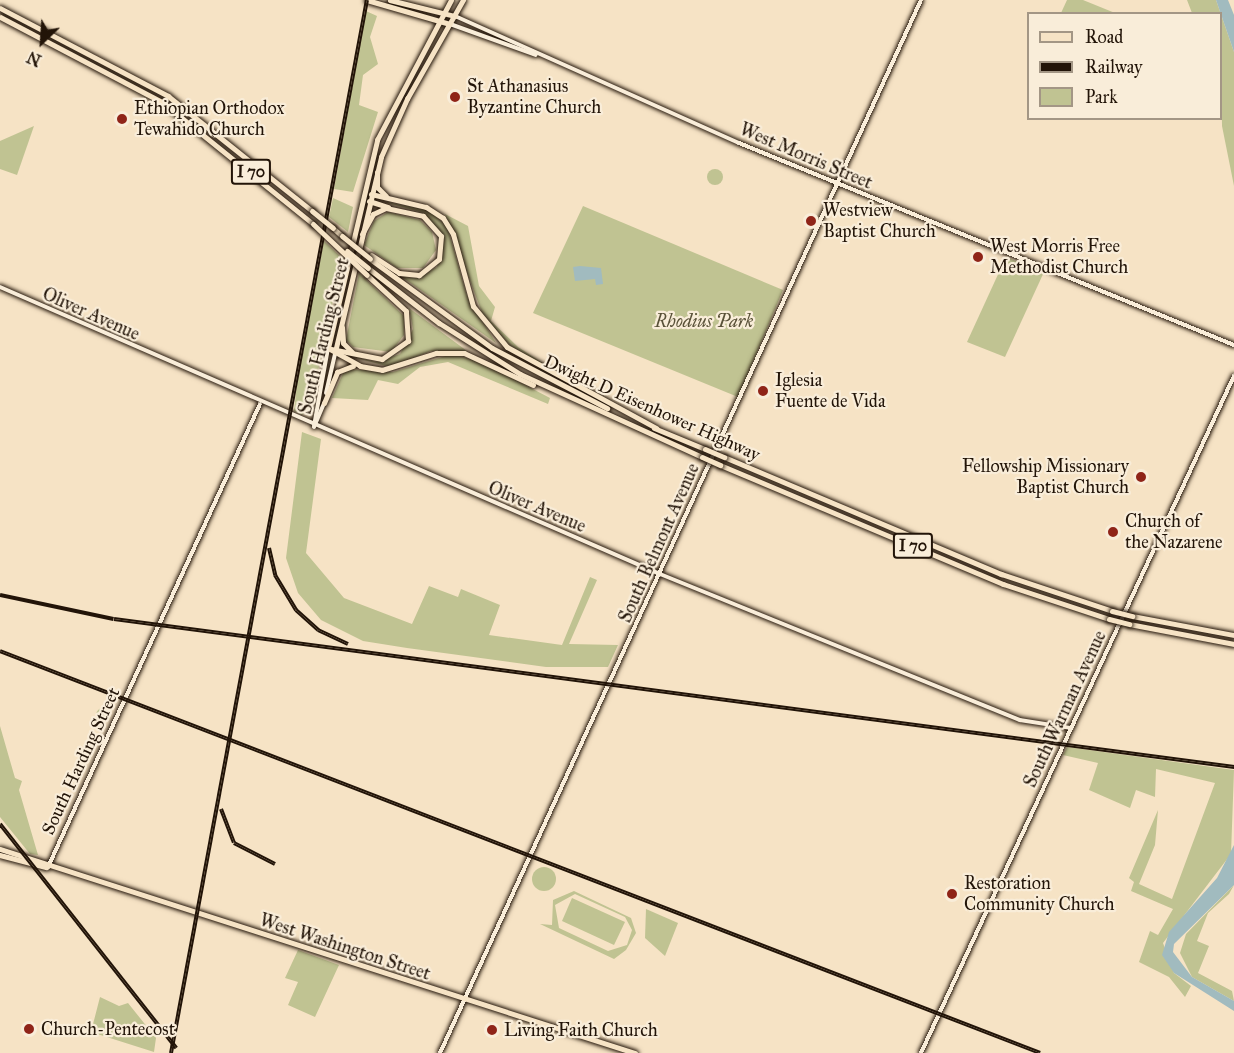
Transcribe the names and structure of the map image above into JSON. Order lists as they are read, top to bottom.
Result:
{
  "streets": {
    "highway": ["I 70", "Dwight D Eisenhower Highway"],
    "main road": [
      "West Morris Street",
      "Oliver Avenue",
      "South Harding Street",
      "South Belmont Avenue",
      "South Warman Avenue",
      "West Washington Street"
    ]
  },
  "crossings": [
    ["West Morris Street", "South Harding Street"],
    ["West Morris Street", "South Belmont Avenue"],
    ["I 70", "Dwight D Eisenhower Highway"],
    ["Oliver Avenue", "South Harding Street"],
    ["Oliver Avenue", "South Belmont Avenue"],
    ["Oliver Avenue", "South Warman Avenue"],
    ["South Harding Street", "West Washington Street"],
    ["South Belmont Avenue", "West Washington Street"]
  ],
  "parks": ["Rhodius Park"],
  "places": [
    "St Athanasius Byzantine Church",
    "Ethiopian Orthodox Tewahido Church",
    "Westview Baptist Church",
    "West Morris Free Methodist Church",
    "Iglesia Fuente de Vida",
    "Fellowship Missionary Baptist Church",
    "Church of the Nazarene",
    "Restoration Community Church",
    "Church-Pentecost",
    "Living Faith Church"
  ],
  "legend": ["Road", "Railway", "Park"],
  "north": "bottom left"
}
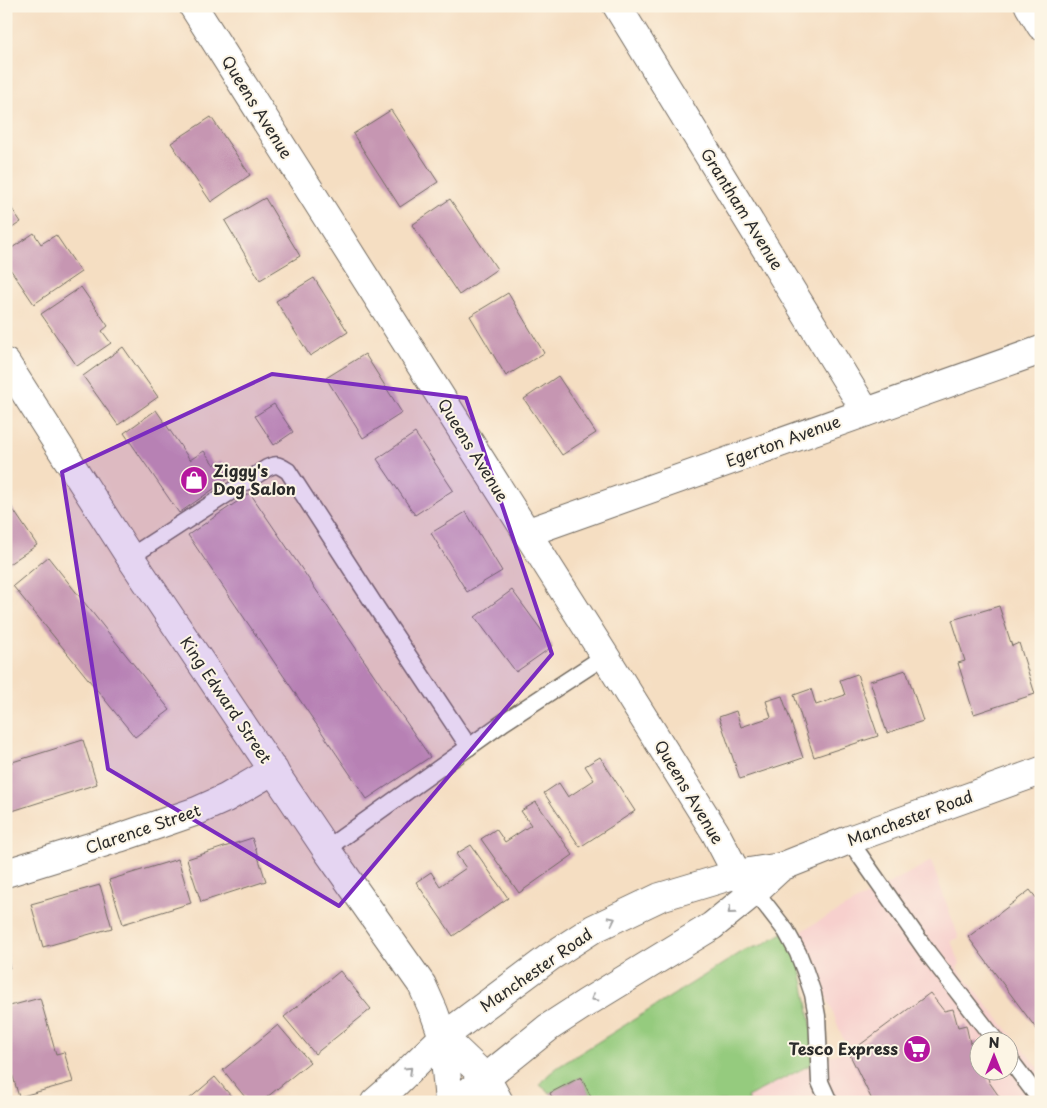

Work to be completed: Every line of the data above that includes "Dwight" should be listed.

Result of this exercise:
    "highway": ["I 70", "Dwight D Eisenhower Highway"],
    ["I 70", "Dwight D Eisenhower Highway"],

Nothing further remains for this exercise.